I did not ski, but rather cycled and on Monday a Spitfire pilot put on an aerial display for me and on Wednesday there was a rather agreeable earthquake which for a minute made the cottage sway as if it were a small dinghy splashing around in the surf, and on Friday I found a Historic Site on the Cardrona road. There are brown road signs in New Zealand that say Historic Site on them and when you're on a bike you stop and have a look, and on this occasion I found that Robert Studholme tended a tree nursery opposite here. It was established in 1879 and the last trees were felled about 1960. (I like history. I was so excited I copied it down.)



Now because you happen to know that I am a persistent liar you are going to say that I am fibbing on all three counts but the first two are on Ye Olde Internette so they must be true






and the last one isn't so you'll just have to cycle up the Cardrona road yourself and see.




The kettle in the cottage, if this is of interest, was a Breville Model SK60B and it leaked so badly that the base stood on a folded towel. The base bore the printed message Please note that some condensed moisture may gather on the base after the kettle has boiled. This is part of the normal workings of the kettle and does not indicate a fault with the product. As the children, weeping with laughter said, 'Yeah, right.'

On the way there we stayed with Mr Knight and he took us to a secret place he has researched where 14 steam engines were tipped into a river bank to stop the water undermining the railway and I'm not going to tell you where it is because I'm cruel, and on the way back we also stopped with Mr Knight where my children asked his children to say 'Ni' whereupon they told them that they were the Knights who say Ni which caused much delight among the cognoscenti and total bafflement to everyone else.

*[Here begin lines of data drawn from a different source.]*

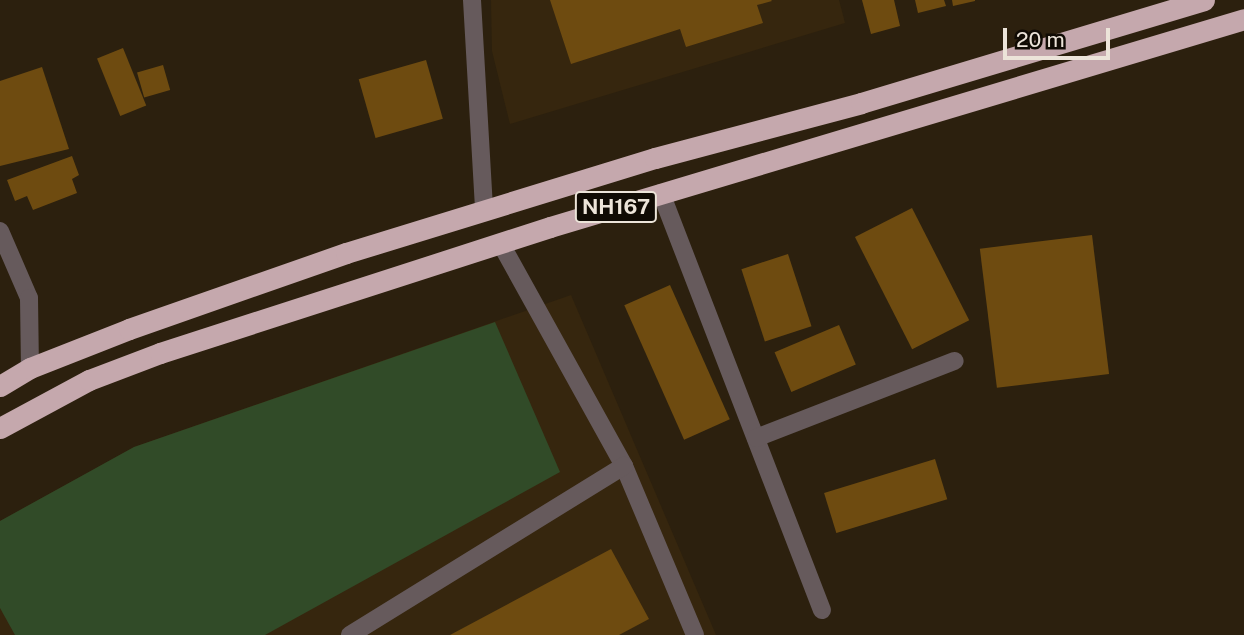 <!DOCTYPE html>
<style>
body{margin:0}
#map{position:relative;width:1244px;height:635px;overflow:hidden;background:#2c200e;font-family:"Public Sans",sans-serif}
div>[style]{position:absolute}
.built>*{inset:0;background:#36260e}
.green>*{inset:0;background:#314b28}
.building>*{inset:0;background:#6e4b10;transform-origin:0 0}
.minor>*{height:18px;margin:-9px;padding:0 9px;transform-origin:9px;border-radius:9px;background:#665a5c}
.highway>*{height:21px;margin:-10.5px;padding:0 10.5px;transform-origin:10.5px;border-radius:10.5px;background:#c5a8ad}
span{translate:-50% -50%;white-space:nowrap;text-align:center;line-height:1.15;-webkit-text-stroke:7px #100b04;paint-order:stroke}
.shield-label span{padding:2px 5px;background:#100b04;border:2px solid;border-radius:5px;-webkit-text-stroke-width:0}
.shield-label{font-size:21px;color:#ece4d9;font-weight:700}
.scale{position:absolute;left:1003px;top:28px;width:107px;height:32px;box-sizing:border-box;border:4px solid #ece4d9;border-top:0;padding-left:9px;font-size:21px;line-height:24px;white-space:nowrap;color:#ece4d9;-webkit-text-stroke:5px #100b04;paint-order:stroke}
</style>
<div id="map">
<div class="built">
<div style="clip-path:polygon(491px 0,839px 0,845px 23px,510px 124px,492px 51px)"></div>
<div style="clip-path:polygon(571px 295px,716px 635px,0 635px,0 521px,134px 447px)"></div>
</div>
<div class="green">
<div style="clip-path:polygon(495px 322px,560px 472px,265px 635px,15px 635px,0 608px,0 521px,134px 447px)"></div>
</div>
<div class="building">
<div style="clip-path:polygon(550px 0,771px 0,772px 1px,757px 5px,763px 23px,686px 47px,680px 29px,571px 64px)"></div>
<div style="clip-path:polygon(862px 0,894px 0,900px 26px,871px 34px)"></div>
<div style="clip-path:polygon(915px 0,944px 0,946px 6px,918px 13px)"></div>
<div style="clip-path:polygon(952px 0,975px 0,975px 1px,953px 6px)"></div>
<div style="left:123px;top:48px;width:62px;height:28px;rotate:68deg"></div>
<div style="left:426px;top:60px;width:61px;height:70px;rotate:74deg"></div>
<div style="left:163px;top:65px;width:26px;height:27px;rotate:74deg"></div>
<div style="clip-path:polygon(42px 67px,69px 149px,0 166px,0 81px)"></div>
<div style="clip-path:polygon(72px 156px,79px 175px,72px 179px,77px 193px,33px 210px,27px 196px,15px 201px,7px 180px)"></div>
<div style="left:912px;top:208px;width:126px;height:64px;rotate:63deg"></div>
<div style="left:1092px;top:235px;width:140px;height:113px;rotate:83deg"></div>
<div style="left:788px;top:254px;width:76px;height:49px;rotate:72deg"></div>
<div style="left:670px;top:285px;width:147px;height:50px;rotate:66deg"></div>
<div style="left:839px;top:325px;width:43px;height:70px;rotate:67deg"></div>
<div style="left:935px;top:459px;width:42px;height:116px;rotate:73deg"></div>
<div style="clip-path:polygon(611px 549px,649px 619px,619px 635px,450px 635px)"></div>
</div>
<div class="minor">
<div style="left:472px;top:0;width:209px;rotate:86.7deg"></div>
<div style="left:661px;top:193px;width:447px;rotate:68.9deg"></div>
<div style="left:0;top:231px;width:73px;rotate:66.6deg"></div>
<div style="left:29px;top:298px;width:70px;rotate:89.2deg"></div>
<div style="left:501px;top:244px;width:254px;rotate:61deg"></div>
<div style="left:624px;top:466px;width:183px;rotate:67.2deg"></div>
<div style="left:756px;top:438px;width:213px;rotate:-21.2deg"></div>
<div style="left:350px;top:635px;width:322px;rotate:-31.7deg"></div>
</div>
<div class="highway">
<div style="left:0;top:386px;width:35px;rotate:-31deg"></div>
<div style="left:30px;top:368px;width:106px;rotate:-21.5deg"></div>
<div style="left:129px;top:329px;width:230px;rotate:-19.3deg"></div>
<div style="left:346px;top:253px;width:323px;rotate:-17.1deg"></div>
<div style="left:655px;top:158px;width:213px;rotate:-14.9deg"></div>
<div style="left:861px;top:103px;width:358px;rotate:-16.7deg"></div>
<div style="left:0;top:428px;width:101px;rotate:-28.3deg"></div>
<div style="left:89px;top:380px;width:76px;rotate:-20.8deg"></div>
<div style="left:160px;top:353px;width:410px;rotate:-17.9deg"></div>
<div style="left:550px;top:227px;width:724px;rotate:-16.68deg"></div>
</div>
<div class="shield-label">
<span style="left:616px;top:207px">NH167</span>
</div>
<div class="scale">20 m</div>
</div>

Mr Knight guided us through the mysteries of the Tour because he has a television and knows what's going on and we don't, and I admired his latest Italian racer, a fully-Campag equipped Coppi, and I am forbidden to broadcast how many bicycles he now owns for fear of alerting his wife. All his bicycles are pristine concours specimens and all of them are red, so he occasionally smuggles new ones in when she isn't paying attention. Mrs Knight told us of the struggles she has learning Maori, where one Maori teacher instructs exact pronunciation and a later Maori teacher disputes the pronunciation telling her there's no point learning it if you get the pronunciation wrong which I fear had us all saying 'Yeah, right' again. One might start by inviting the two Maori teachers to travel to England and ask natives of, say, Newcastle-on-Tyne, Huddersfield, King's Lynn and Brixton to pronounce - well, anything at all actually - and then discuss which is 'correct' English. Funnily enough I have found several copies of Simeon Potter's Our Language in New Zealand bookshops where I never found a single copy in England.